This blog post was published on Hortonworks.com before the merger with Cloudera. Some links, resources, or references may no longer be accurate.
Last week, I had the opportunity to not only attend the Gartner Data & Analytics Summit in Dallas, TX but also deliver a talk on “Driving Digital Transformation through Global Data Management”. It was a very timely topic given that a major focus area in the event was Data Management. Digital Transformation, as a term, has been around the block several times over the last couple of decades. However, enterprises today are actively launching several digital transformation initiatives across multiple industry verticals. Most of these initiatives are either to enhance their customer experience or to boost operational efficiency of how they conduct their business or to impact their bottom line in a positive way. The fuel behind these initiatives is primarily — Data! In spite of efforts to gather all relevant data into a datalake or some flavor of it, enterprises realize that data can still reside across their on-premises data stores, on their multi-cloud footprint and even come from their streaming sources such as social feeds, clickstreams and edge devices. The challenge to not only look across all these data sources but be able to manage, govern, secure and analyze such data as addressed by Global Data Management (GDM). A company with a solid GDM strategy can deliver successful digital transformations.

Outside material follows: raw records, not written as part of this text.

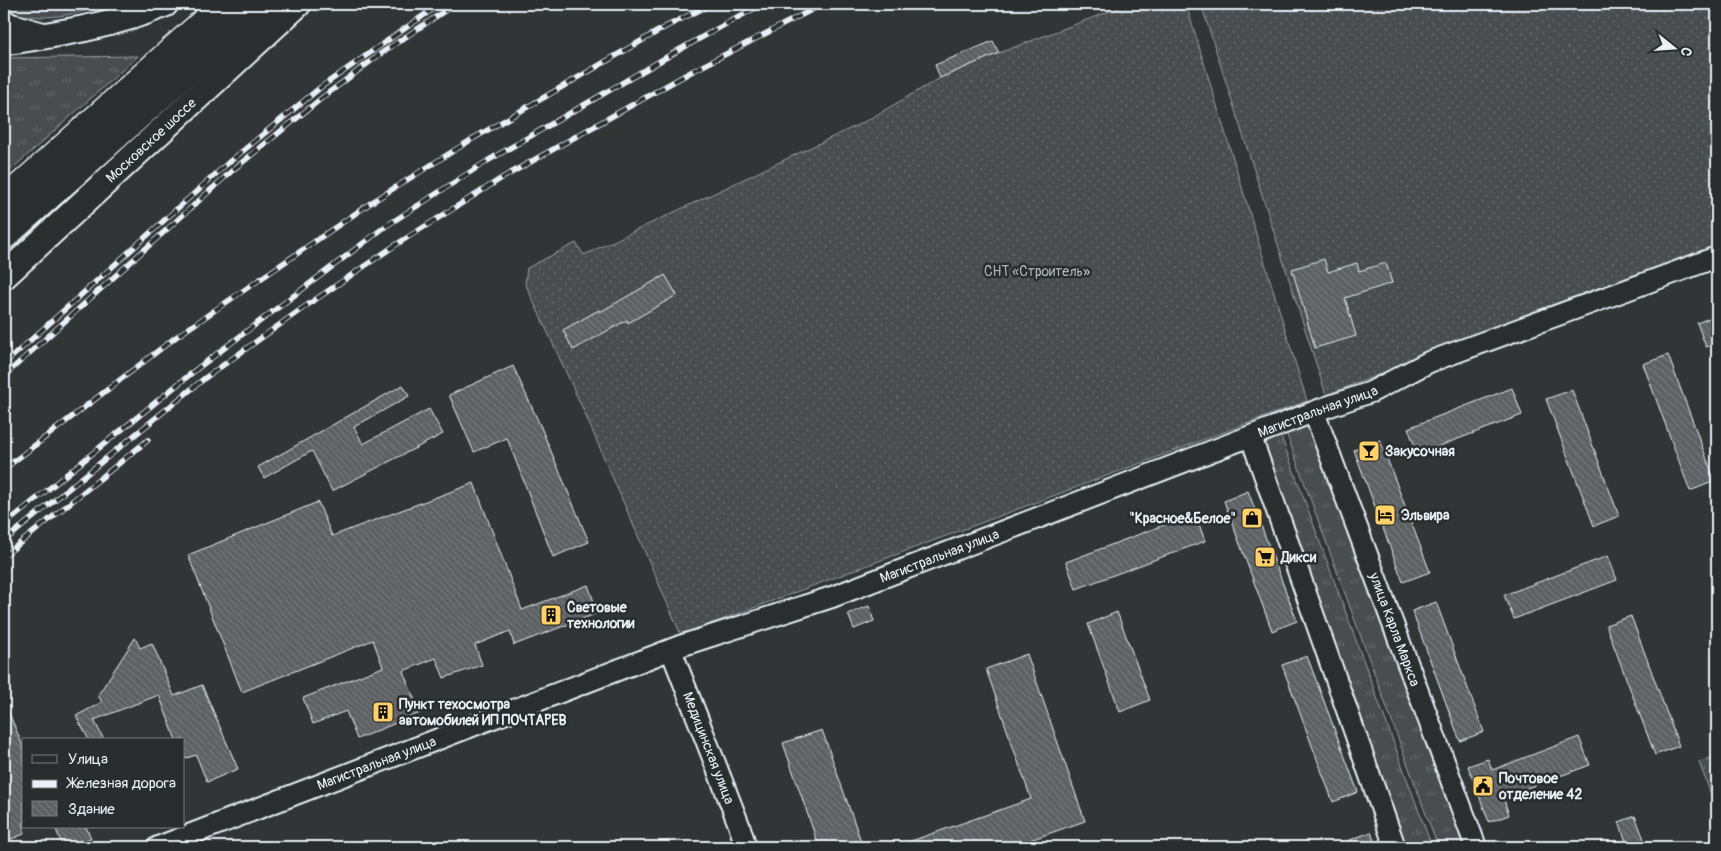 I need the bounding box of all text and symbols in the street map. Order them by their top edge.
north arrow [1648,22,1698,72]
text: С [1676,45,1695,59]
street label: Московское шоссе [102,94,200,186]
park label: СНТ «Строитель» [984,263,1090,280]
street label: Магистральная улица [1255,381,1381,441]
bar icon: Закусочная [1357,439,1381,463]
place label: Закусочная [1385,443,1455,460]
hotel icon: Эльвира [1373,503,1397,527]
shop icon: "Красное&Белое" [1240,506,1264,530]
place label: Эльвира [1401,507,1450,524]
place label: "Красное&Белое" [1129,510,1236,527]
street label: Магистральная улица [877,525,1001,586]
supermarket icon: Дикси [1253,545,1277,569]
place label: Дикси [1280,549,1317,566]
street label: улица Карла Маркса [1366,569,1424,689]
place label: Световые технологии [567,599,635,632]
building icon: Световые технологии [539,603,563,627]
street label: Медицинская улица [680,689,739,806]
place label: Пункт техосмотра автомобилей ИП ПОЧТАРЕВ [399,696,567,729]
building icon: Пункт техосмотра автомобилей ИП ПОЧТАРЕВ [371,700,395,724]
street label: Магистральная улица [314,732,438,794]
legend [22,738,185,828]
text: Улица [68,750,108,769]
place label: Почтовое отделение 42 [1498,770,1582,803]
text: Железная дорога [66,774,176,793]
public building icon: Почтовое отделение 42 [1471,774,1495,798]
text: Здание [68,800,115,819]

In spite of revolutionary advancements in data storage and management tools, we are still hearing about the same old problems from enterprises – volume, velocity and variety. A simple lunch table conversation with another attendee at the event was interesting. He said that he works at a large payment processor (name withheld) and that they deal with over a billion transactions a day. They are currently setup on a data warehouse running on a popular relational database. They are using a reporting tool to generate dashboards against the data warehouse. However, the setup is struggling to scale and is proving to be expensive to manage and grow. They are interested in a big data solution to handle their growing storage needs and to scale up. They also believe that a good stream processing engine combined with a streaming analytics solution can handle their velocity of transactions to deliver actionable intelligence. Currently, their challenge is only with structured data. They haven’t even figured out what to do with their unstructured data but they do understand that the big data solution can address that challenge as well.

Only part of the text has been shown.